**Task objective**
Please give the records below again in full, exactly, with the images left out.
»»
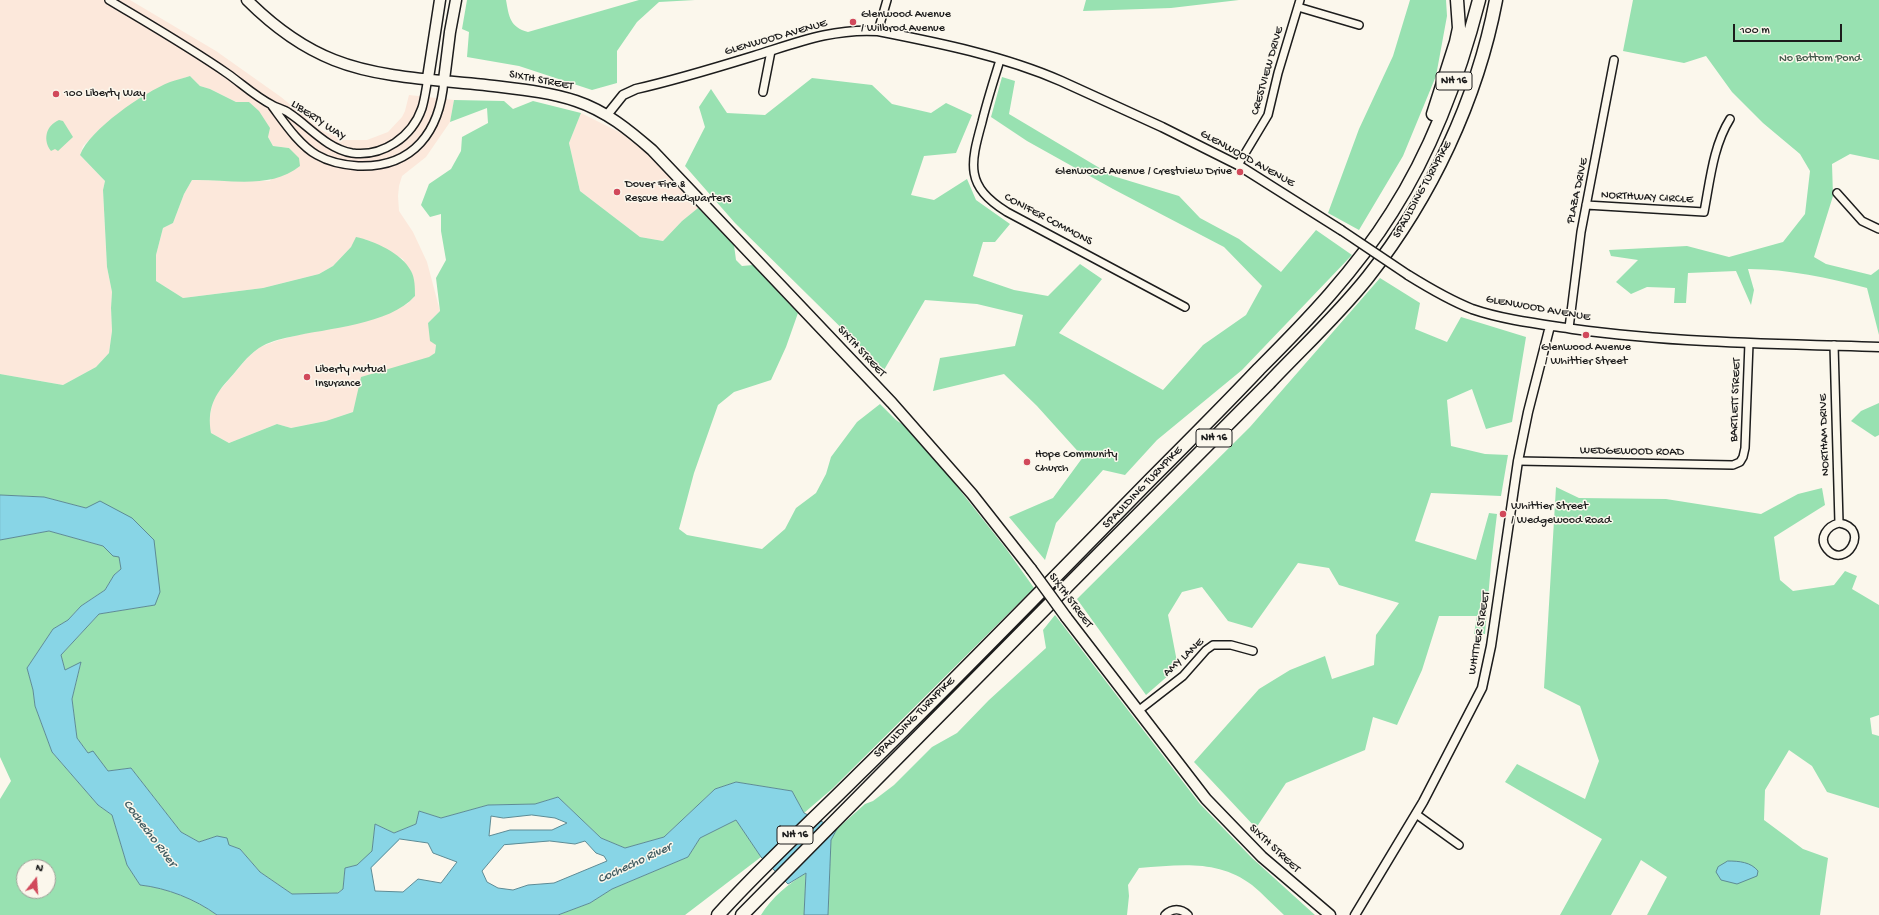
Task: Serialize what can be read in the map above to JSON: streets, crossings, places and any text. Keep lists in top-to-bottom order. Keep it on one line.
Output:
{"streets":{"highway":["NH 16","SPAULDING TURNPIKE"],"main road":["SIXTH STREET"],"street":["GLENWOOD AVENUE","CRESTVIEW DRIVE","LIBERTY WAY","PLAZA DRIVE","NORTHWAY CIRCLE","CONIFER COMMONS","BARTLETT STREET","NORTHAM DRIVE","WEDGEWOOD ROAD","WHITTIER STREET","AMY LANE"]},"crossings":[["GLENWOOD AVENUE","CRESTVIEW DRIVE"],["GLENWOOD AVENUE","SIXTH STREET"],["GLENWOOD AVENUE","PLAZA DRIVE"],["GLENWOOD AVENUE","CONIFER COMMONS"],["GLENWOOD AVENUE","BARTLETT STREET"],["GLENWOOD AVENUE","NORTHAM DRIVE"],["GLENWOOD AVENUE","WHITTIER STREET"],["SIXTH STREET","LIBERTY WAY"],["SIXTH STREET","AMY LANE"],["PLAZA DRIVE","NORTHWAY CIRCLE"],["BARTLETT STREET","WEDGEWOOD ROAD"],["WEDGEWOOD ROAD","WHITTIER STREET"]],"water":["Cochecho River"],"parks":["No Bottom Pond"],"places":["Glenwood Avenue / Wilbrod Avenue","100 Liberty Way","Glenwood Avenue / Crestview Drive","Dover Fire & Rescue Headquarters","Glenwood Avenue / Whittier Street","Liberty Mutual Insurance","Hope Community Church","Whittier Street / Wedgewood Road"],"scale_bar":"100 m","north":"top"}
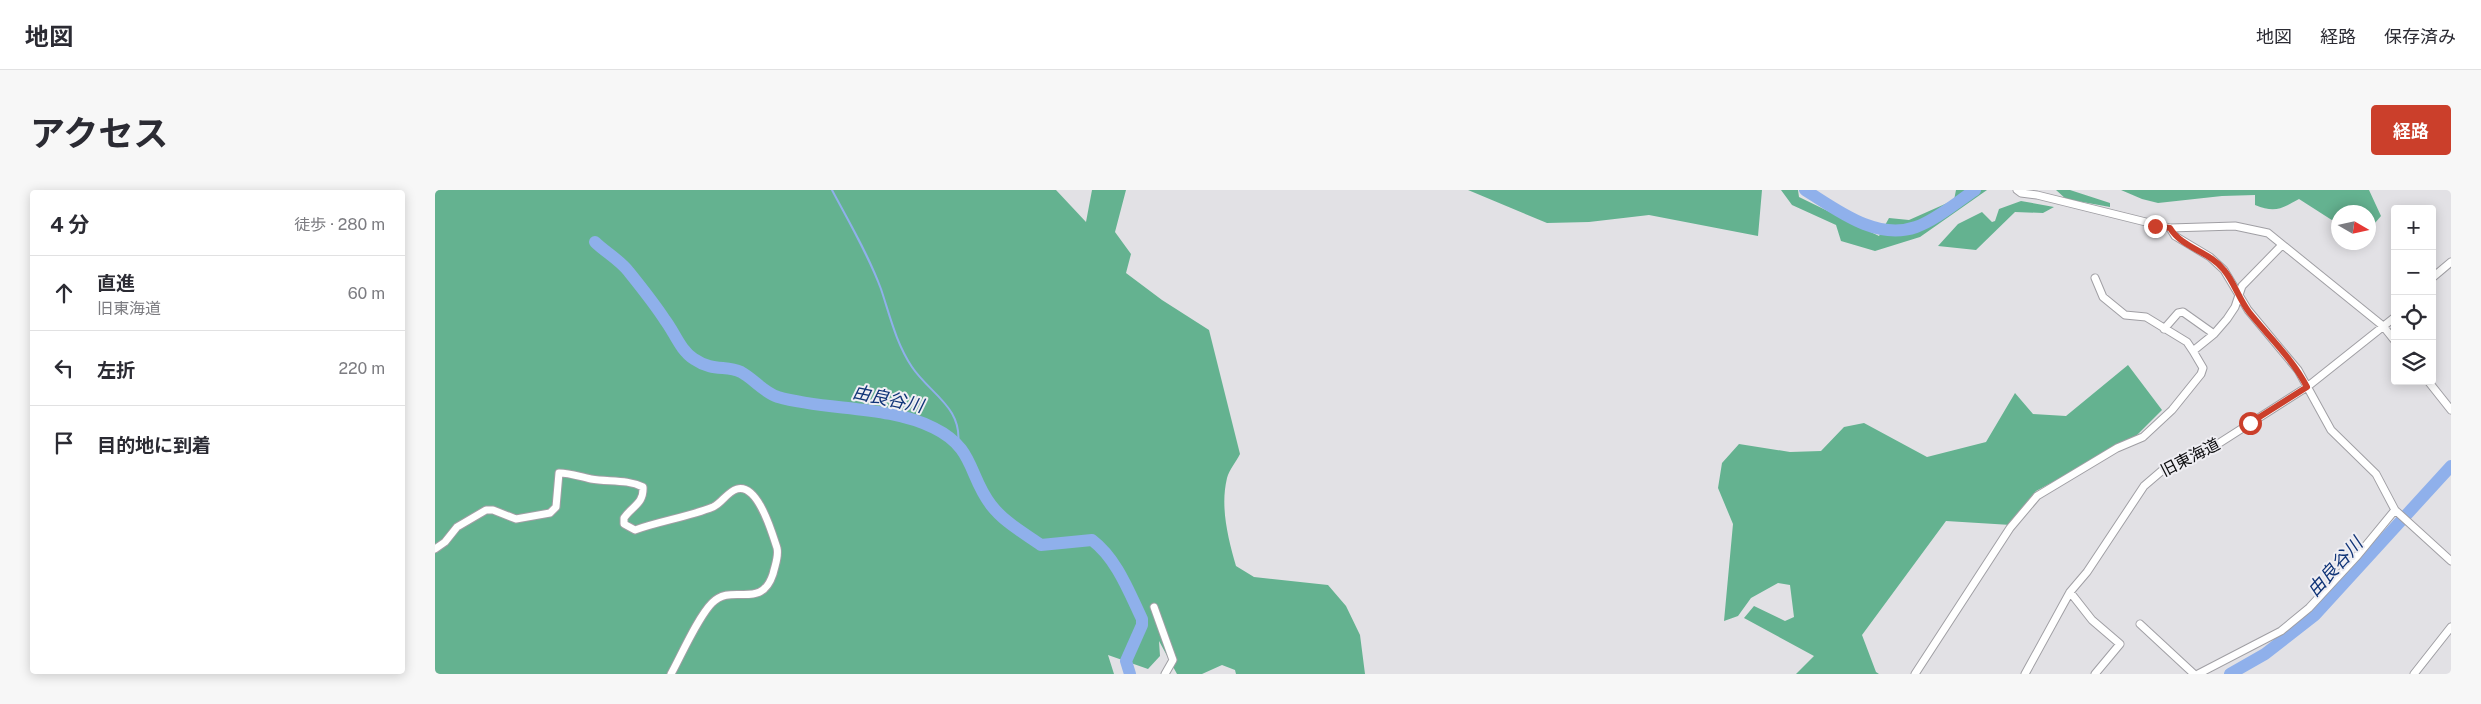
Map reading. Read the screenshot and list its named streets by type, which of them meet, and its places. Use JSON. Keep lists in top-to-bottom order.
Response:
{
  "streets": {
    "street": ["旧東海道"]
  },
  "water": ["由良谷川"],
  "north": "right",
  "page": {
    "header": "地図",
    "nav": ["地図", "経路", "保存済み"],
    "title": "アクセス",
    "buttons": "経路",
    "heading": ["4 分", "徒歩 · 280 m"],
    "map_buttons": ["+", "−"],
    "list": [
      ["直進", "旧東海道", "60 m"],
      ["左折", "220 m"],
      "目的地に到着"
    ]
  }
}
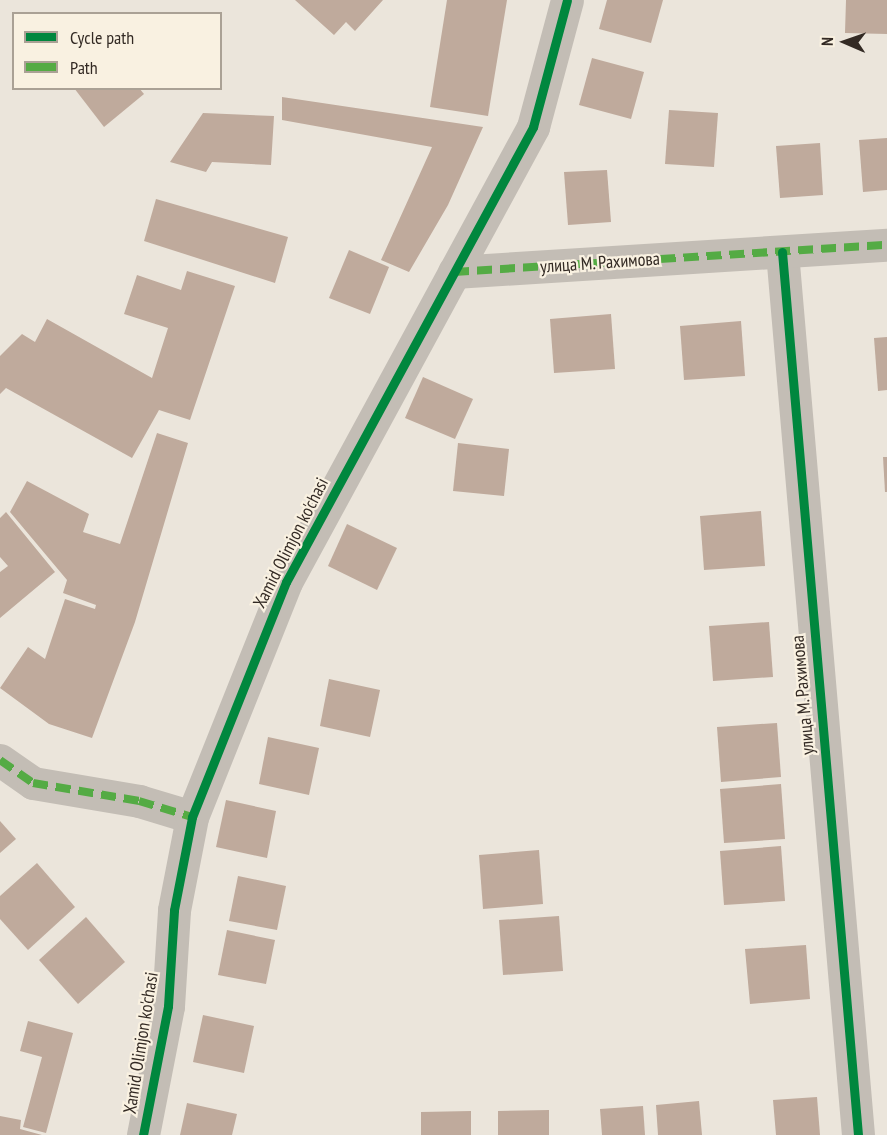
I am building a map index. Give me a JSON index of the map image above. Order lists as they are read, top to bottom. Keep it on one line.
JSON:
{"streets":{"street":["улица М. Рахимова","Xamid Olimjon ko'chasi"]},"crossings":[["улица М. Рахимова","Xamid Olimjon ko'chasi"]],"legend":["Cycle path","Path"],"north":"left"}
««
**Exercise answer**
Task: Serialize what can be read in the map above to JSON: streets, crossings, places and any text. Keep lists in top-to-bottom order. Keep it on one line.
Output:
{"streets":{"highway":["NH 16","SPAULDING TURNPIKE"],"main road":["SIXTH STREET"],"street":["GLENWOOD AVENUE","CRESTVIEW DRIVE","LIBERTY WAY","PLAZA DRIVE","NORTHWAY CIRCLE","CONIFER COMMONS","BARTLETT STREET","NORTHAM DRIVE","WEDGEWOOD ROAD","WHITTIER STREET","AMY LANE"]},"crossings":[["GLENWOOD AVENUE","CRESTVIEW DRIVE"],["GLENWOOD AVENUE","SIXTH STREET"],["GLENWOOD AVENUE","PLAZA DRIVE"],["GLENWOOD AVENUE","CONIFER COMMONS"],["GLENWOOD AVENUE","BARTLETT STREET"],["GLENWOOD AVENUE","NORTHAM DRIVE"],["GLENWOOD AVENUE","WHITTIER STREET"],["SIXTH STREET","LIBERTY WAY"],["SIXTH STREET","AMY LANE"],["PLAZA DRIVE","NORTHWAY CIRCLE"],["BARTLETT STREET","WEDGEWOOD ROAD"],["WEDGEWOOD ROAD","WHITTIER STREET"]],"water":["Cochecho River"],"parks":["No Bottom Pond"],"places":["Glenwood Avenue / Wilbrod Avenue","100 Liberty Way","Glenwood Avenue / Crestview Drive","Dover Fire & Rescue Headquarters","Glenwood Avenue / Whittier Street","Liberty Mutual Insurance","Hope Community Church","Whittier Street / Wedgewood Road"],"scale_bar":"100 m","north":"top"}
Map reading. Read the screenshot and list its named streets by type, which of them meet, and its places. Use JSON. Keep lists in top-to-bottom order.
Response:
{
  "streets": {
    "street": ["旧東海道"]
  },
  "water": ["由良谷川"],
  "north": "right",
  "page": {
    "header": "地図",
    "nav": ["地図", "経路", "保存済み"],
    "title": "アクセス",
    "buttons": "経路",
    "heading": ["4 分", "徒歩 · 280 m"],
    "map_buttons": ["+", "−"],
    "list": [
      ["直進", "旧東海道", "60 m"],
      ["左折", "220 m"],
      "目的地に到着"
    ]
  }
}
I am building a map index. Give me a JSON index of the map image above. Order lists as they are read, top to bottom. Keep it on one line.
JSON:
{"streets":{"street":["улица М. Рахимова","Xamid Olimjon ko'chasi"]},"crossings":[["улица М. Рахимова","Xamid Olimjon ko'chasi"]],"legend":["Cycle path","Path"],"north":"left"}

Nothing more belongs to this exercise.